No me parece correcto


----------



## gatogab

Neuromante said:


> No me parece correcto


¿Motivo?

Mi intento: 
¿Mala costumbre encarnada?


----------



## Neuromante

El verbo mellar tiene un significado completamente fuera de lugar. La verdad es que no lo puse porque creía estar escribiendo en italiano y no sabía como explicarlo.


Mellar significa "Hacer mella" y "mella" es la pérdida de filo de una espalda. No es una imagen que funcione en español. Significa que es difícil que le afecten las cosas, especialmente en el carácter o el ánimo.


----------



## gatogab

Neuromante said:


> El verbo mellar tiene un significado completamente fuera de lugar. La verdad es que no lo puse porque creía estar escribiendo en italiano y no sabía como explicarlo.
> 
> 
> Mellar significa "Hacer mella" y "mella" es la pérdida de filo de una *espada*. No es una imagen que funcione en español. Significa que es difícil que le afecten las cosas, especialmente en el carácter o el ánimo.


Gracias, Neuro.


----------



## chlapec

Es muy frecuente decir "una mala costumbre difícil de *erradicar*"


----------



## protool

Neuromante said:


> El verbo mellar tiene un significado completamente fuera de lugar. La verdad es que no lo puse porque creía estar escribiendo en italiano y no sabía como explicarlo.
> 
> 
> Mellar significa "Hacer mella" y "mella" es la pérdida de filo de una espalda. No es una imagen que funcione en español. Significa que es difícil que le afecten las cosas, especialmente en el carácter o el ánimo.


 

Yo no soy nativo, así que no insisto y me fío de que puede ser una imagen que no funciona en español. 
Pero el RAE en la entrada "mellar" pone: 

*2. *tr. Menoscabar, disminuir, minorar algo no material. _Mellar la honra, el crédito._ U. t. c. prnl.

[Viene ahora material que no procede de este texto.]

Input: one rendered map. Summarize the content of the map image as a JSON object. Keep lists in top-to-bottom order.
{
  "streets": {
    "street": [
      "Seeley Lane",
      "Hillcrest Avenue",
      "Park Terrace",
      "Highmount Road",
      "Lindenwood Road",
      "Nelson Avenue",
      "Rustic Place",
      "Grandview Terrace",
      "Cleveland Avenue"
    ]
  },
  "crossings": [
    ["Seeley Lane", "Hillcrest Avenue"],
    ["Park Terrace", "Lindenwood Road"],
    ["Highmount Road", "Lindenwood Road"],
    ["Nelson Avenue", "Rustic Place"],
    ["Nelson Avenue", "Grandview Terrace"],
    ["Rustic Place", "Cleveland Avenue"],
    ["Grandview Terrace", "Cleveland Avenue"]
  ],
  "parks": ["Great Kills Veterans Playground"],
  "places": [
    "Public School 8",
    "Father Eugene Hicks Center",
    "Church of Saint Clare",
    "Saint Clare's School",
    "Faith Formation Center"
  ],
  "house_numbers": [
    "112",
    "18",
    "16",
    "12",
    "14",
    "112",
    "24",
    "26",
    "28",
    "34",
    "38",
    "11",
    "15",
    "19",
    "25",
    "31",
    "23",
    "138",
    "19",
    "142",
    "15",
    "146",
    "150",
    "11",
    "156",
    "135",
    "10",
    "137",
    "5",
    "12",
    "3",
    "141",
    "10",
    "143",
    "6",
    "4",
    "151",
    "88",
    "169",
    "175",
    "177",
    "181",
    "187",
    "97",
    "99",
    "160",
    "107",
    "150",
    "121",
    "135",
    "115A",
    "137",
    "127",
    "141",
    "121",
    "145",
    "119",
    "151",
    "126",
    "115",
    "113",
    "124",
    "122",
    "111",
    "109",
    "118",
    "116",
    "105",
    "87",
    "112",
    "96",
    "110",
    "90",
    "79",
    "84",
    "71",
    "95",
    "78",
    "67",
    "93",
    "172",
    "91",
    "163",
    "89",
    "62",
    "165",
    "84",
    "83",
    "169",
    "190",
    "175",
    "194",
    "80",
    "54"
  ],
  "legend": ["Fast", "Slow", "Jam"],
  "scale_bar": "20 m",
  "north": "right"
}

Yo en diversos textos he leído "menoscabar una convicción". La frase que yo necesitaba traducir era "una convinzione dura a morire" o la equivalente "una convinzione difficile da intaccare", en español, literalmente, "una convicción difícil de mellar". "Mellar" es el homólogo perfecto del italiano "intaccare", en todo contexto y acepción, tanto figurada como material.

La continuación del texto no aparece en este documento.